- Task item -
Find the string "place" in the listing below and return each line it appears in.

- Data provided -
┄┄┄┄┄┄┄┄┄┄┄┄┄┄┄┄┄┄┄┄

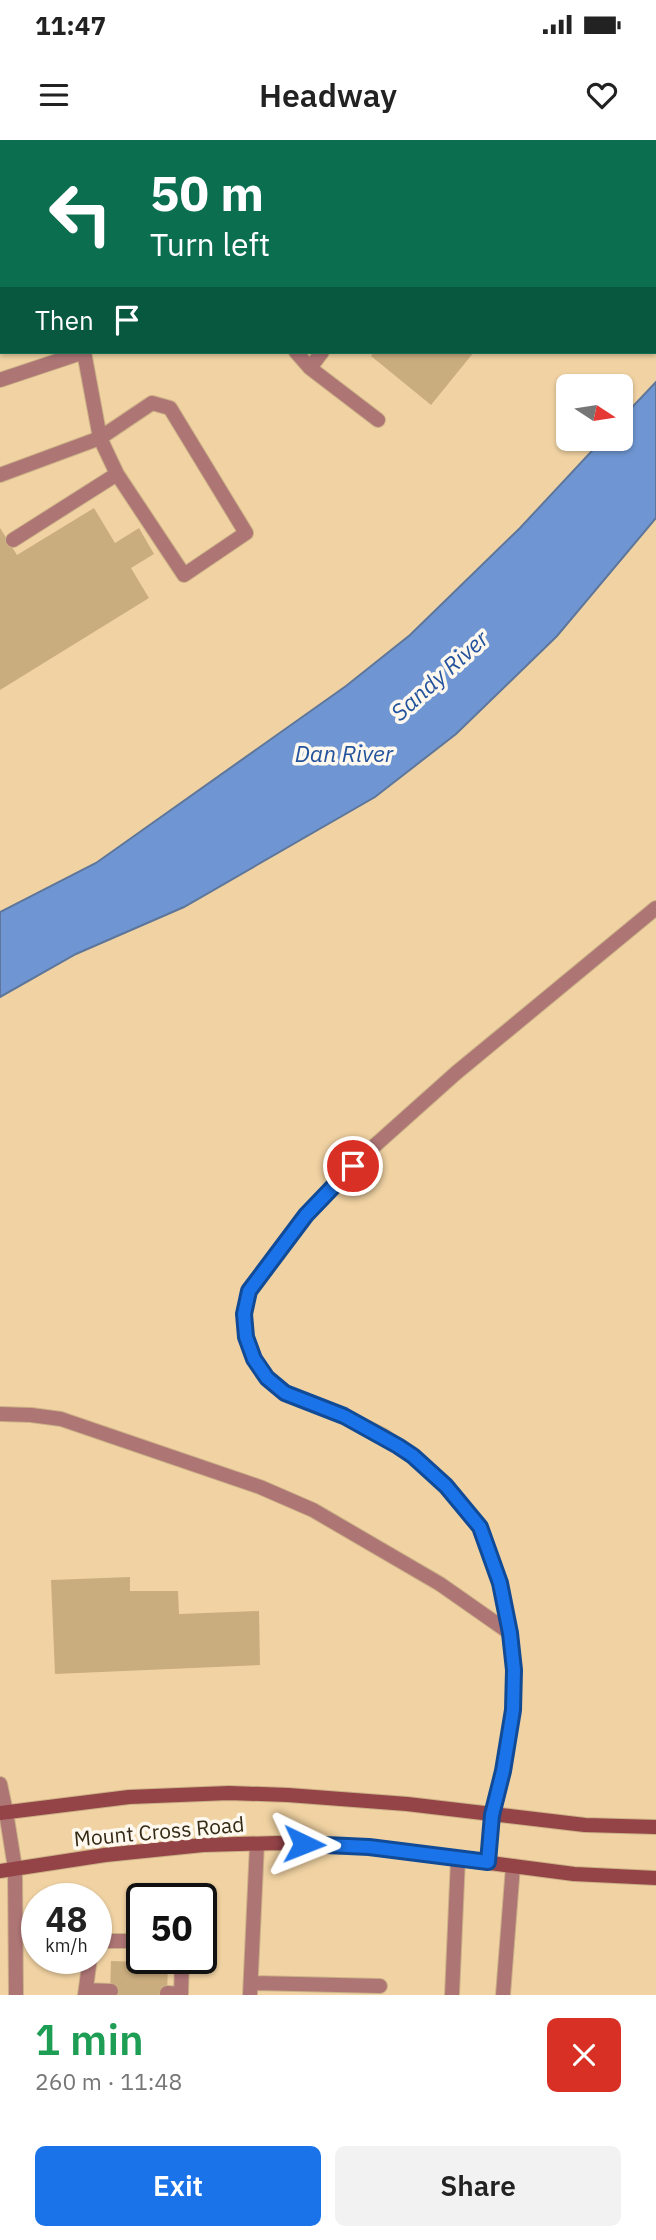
<!DOCTYPE html>
<meta charset="utf-8">
<style>
body{margin:0;font-family:"IBM Plex Sans",sans-serif;background:#f2f2f2;color:#222;height:100vh;display:flex;flex-direction:column;font-size:26px;white-space:nowrap}
*{box-sizing:border-box;margin:0}
p{font-size:23px;color:#767676}
.icon{flex:none;width:38px;height:38px;fill:none;stroke:currentColor;stroke-width:2;stroke-linecap:round;stroke-linejoin:round}
.map{position:relative;height:1855px;overflow:hidden}
.details{display:flex;flex-direction:column;background:#fff;flex:1}
.details>*{flex:none}
.hud{position:absolute;left:0px;top:0px;width:656px;height:214px;box-shadow:0 2px 5px #0004;background:#0b6e4f;color:#fff;overflow:hidden}
.needle{width:46px;rotate:102deg}
.fabs{position:absolute;left:556px;top:234px;display:grid;gap:14px}
.fabs a{display:grid;place-items:center;width:77px;height:77px;border-radius:10px;background:#fff;box-shadow:0 2px 5px #0004;font-size:35px}
.speed{position:absolute;left:21px;top:1743px;display:flex;gap:14px;font-size:35px;font-weight:700;text-align:center}
.speed>*{display:grid;place-content:center;width:91px;height:91px;border-radius:50%;background:#fff;box-shadow:0 2px 5px #0004;line-height:1}
.speed small{font-size:18px;font-weight:400}
.speed .limit{border:4px solid #111;border-radius:10px;background:#fff;color:#111}
.pin{position:absolute;display:grid;place-items:center;width:60px;height:60px;color:#fff;margin:-30px;border:4px solid #fff;border-radius:50%;box-shadow:0 2px 7px #0007}
.me{position:absolute;width:77px;margin:-38px;rotate:92deg;stroke-linejoin:round;filter:drop-shadow(0 0 5px #0008)}
.turn{display:flex;align-items:center;gap:24px;height:147px;padding:0 35px;font-size:32px}
.turn .icon{width:91px;height:91px;stroke-width:2.5}
.turn b{display:block;font-size:49px;line-height:60px}
.then{display:flex;align-items:center;height:66px;padding:0 35px;background:#0003;gap:14px;font-size:26px}
.round{display:grid;place-items:center;flex:none;width:74px;height:74px;border-radius:10px;background:#f2f2f2}
.head{display:flex;align-items:center;justify-content:space-between;height:119px;padding:0 35px}
h1{font-size:42px;font-weight:600;line-height:52px;color:#1e9e55}
.button{display:flex;gap:14px;margin-top:auto;padding:14px 35px}
.button a{flex:1;height:80px;border-radius:10px;background:#1a73e8;color:#fff;font-size:28px;font-weight:600;line-height:80px;text-align:center}
.button a+a{background:#f2f2f2;color:#222}
.status{display:flex;justify-content:space-between;align-items:center;height:49px;padding:0 35px;background:#fff;direction:ltr}
.status svg{height:19px;fill:currentColor}
header{display:flex;justify-content:space-between;align-items:center;height:91px;padding:0 35px;background:#fff;font-size:32px;font-weight:600}
.map>svg:first-child{display:block}
.water{fill:#6f96d2;stroke:#5e769a;stroke-width:2}
.building{fill:#caad7e}
.lines{fill:none;stroke-linecap:round;stroke-linejoin:round}
.service-casing{stroke:#cbb187;stroke-width:16}
.minor-casing{stroke:#cbb187;stroke-width:16}
.secondary-casing{stroke:#cbb187;stroke-width:16}
.service{stroke:#ae7575;stroke-width:14}
.minor{stroke:#ae7575;stroke-width:14}
.secondary{stroke:#944347;stroke-width:14}
.route-casing{stroke:#114b97;stroke-width:18}
.route{stroke:#1a73e8;stroke-width:12}
.labels{text-anchor:middle;dominant-baseline:central;stroke-width:7;stroke-linejoin:round;paint-order:stroke}
.street-label{font-size:21px;fill:#352a16;stroke:#fef8ee}
.water-label{font-size:23px;font-style:italic;fill:#24539d;stroke:#fef8ee}
</style>
<div class="status"><b>11:47</b><svg viewBox="0 0 49 12"><path d="M0 12V9h3v3zM5 12V6h3v6zM10 12V3h3v9zM15 12V0h3v12zM26 1h20v11H26zM47 4h2v5h-2z"/></svg></div>
<header><svg class="icon" aria-label="menu" viewBox="0 0 24 24"><path d="M4 6h16M4 12h16M4 18h16"/></svg>Headway<svg class="icon" aria-label="heart" viewBox="0 0 24 24"><path d="M12 20l-8-8c-3-5 5-10 8-4 3-6 11-1 8 4z"/></svg></header>
<div class="map">
<svg width="656" height="1855" viewBox="0 0 656 1855">
<rect width="100%" height="100%" fill="#f1d3a3"/>
<path class="water" d="M656,242v136l-99,118 -101,98 -81,63 -191,110 -108,47 -76,43v-85l96,-49 250,-177 64,-51 110,-107 83,-89h18v-20z"/>
<path class="building" d="M374,212h100l-43,53 -60,-49z
M94,368l21,35 24,-15 15,26 -23,14 18,30 -149,92v-162l17,27z
M130,1437v14h48l1,23 80,-3 1,54 -205,9 -4,-94z
M111,1821l57,2 -1,32h-57z"/>
<g class="lines">
<defs>
<path id="service" d="M417,0l3,2
M577,0l2,2
M288,2l2,-2
M0,126l2,3
M296,212l14,16 12,-16
M310,228l68,52
M0,335l100,-37 52,-35 18,5 76,125 -62,42 -67,-101 -17,-36 -16,-86
M13,400l104,-66
M0,1274l31,1 30,4 199,68 53,23 127,74 70,49 4,37 -1,40 -9,61 -12,44 -4,47
M510,1493l-10,-50 -20,-56 -34,-41 -33,-30 -29,-20 -40,-20 -59,-23 -18,-15 -13,-19 -8,-22 -2,-23 5,-23 57,-76 47,-50 103,-92 200,-165
M0,1644l6,28
M96,1801h46
M251,1843l129,3
M86,1850l25,1
M167,1853l14,1
M85,1855l5,-37
M181,1855l1,-37
M250,1855l7,-151
M452,1855l6,-136
M503,1855l10,-129"/>
<path id="minor" d="M391,2l2,-2
M0,240l84,-28
M6,1672l9,56 1,127"/>
<path id="secondary" d="M0,1673l129,-16 100,-4 59,2 119,9 178,21 71,2
M0,1731l105,-16 98,-10 75,-2 90,4 206,27 82,4"/>
</defs>
<use href="#service" class="service-casing"/>
<use href="#minor" class="minor-casing"/>
<use href="#secondary" class="secondary-casing"/>
<use href="#service" class="service"/>
<use href="#minor" class="minor"/>
<use href="#secondary" class="secondary"/>
</g>
<g class="lines">
<defs>
<path id="route" d="M304,1704l65,3 119,15 4,-47 11,-44 10,-61 1,-40 -4,-37 -10,-50 -20,-56 -34,-41 -33,-30 -15,-10 -54,-30 -59,-23 -18,-15 -13,-19 -8,-22 -2,-23 5,-23 57,-76 47,-49"/>
</defs>
<use href="#route" class="route-casing"/>
<use href="#route" class="route"/>
</g>
<g class="labels">
<g class="street-label">
<text transform="translate(159 1691) rotate(-5)">Mount Cross Road</text>
</g>
<g class="water-label">
<text transform="translate(439 535) rotate(-42)">Sandy River</text>
<text x="344" y="613">Dan River</text>
</g>
</g>
</svg>
<div class="fabs">
<a><svg class="needle" viewBox="-14 -14 28 28"><path d="M0-13l5 13h-10z" fill="#e53935"/><path d="M0 13l5-13h-10z" fill="#767676"/></svg></a>
</div>
<div class="speed"><div>48<small>km/h</small></div><div class="limit">50</div></div>
<div class="pin" style="left:353px;top:1026px;background:#d93025"><svg class="icon" aria-label="arrive" viewBox="0 0 24 24"><path d="M6 21V4h12l-3 4 3 4H6"/></svg></div>
<svg class="me" style="left:304px;top:1704px" viewBox="-20 -20 40 40"><path d="M0-17L14 15 0 8-14 15z" fill="#1a73e8" stroke="#fff" stroke-width="4"/></svg>
<div class="hud">
<div class="turn"><svg class="icon" aria-label="left" viewBox="0 0 24 24"><path d="M17 20v-9H6M10 6l-5 5 5 5"/></svg><div><b>50 m</b>Turn left</div></div>
<div class="then">Then<svg class="icon" aria-label="arrive" viewBox="0 0 24 24"><path d="M6 21V4h12l-3 4 3 4H6"/></svg></div>
</div>
</div>
<section class="details">
<div class="head"><div><h1>1 min</h1><p>260 m · 11:48</p></div><a class="round" style="background:#d93025;color:#fff"><svg class="icon" aria-label="close" viewBox="0 0 24 24"><path d="M6 6l12 12M18 6L6 18"/></svg></a></div>
<div class="button"><a>Exit</a><a>Share</a></div>
</section>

┄┄┄┄┄┄┄┄┄┄┄┄┄┄┄┄┄┄┄┄

- Answer below -
.fabs a{display:grid;place-items:center;width:77px;height:77px;border-radius:10px;background:#fff;box-shadow:0 2px 5px #0004;font-size:35px}
.speed>*{display:grid;place-content:center;width:91px;height:91px;border-radius:50%;background:#fff;box-shadow:0 2px 5px #0004;line-height:1}
.pin{position:absolute;display:grid;place-items:center;width:60px;height:60px;color:#fff;margin:-30px;border:4px solid #fff;border-radius:50%;box-shadow:0 2px 7px #0007}
.round{display:grid;place-items:center;flex:none;width:74px;height:74px;border-radius:10px;background:#f2f2f2}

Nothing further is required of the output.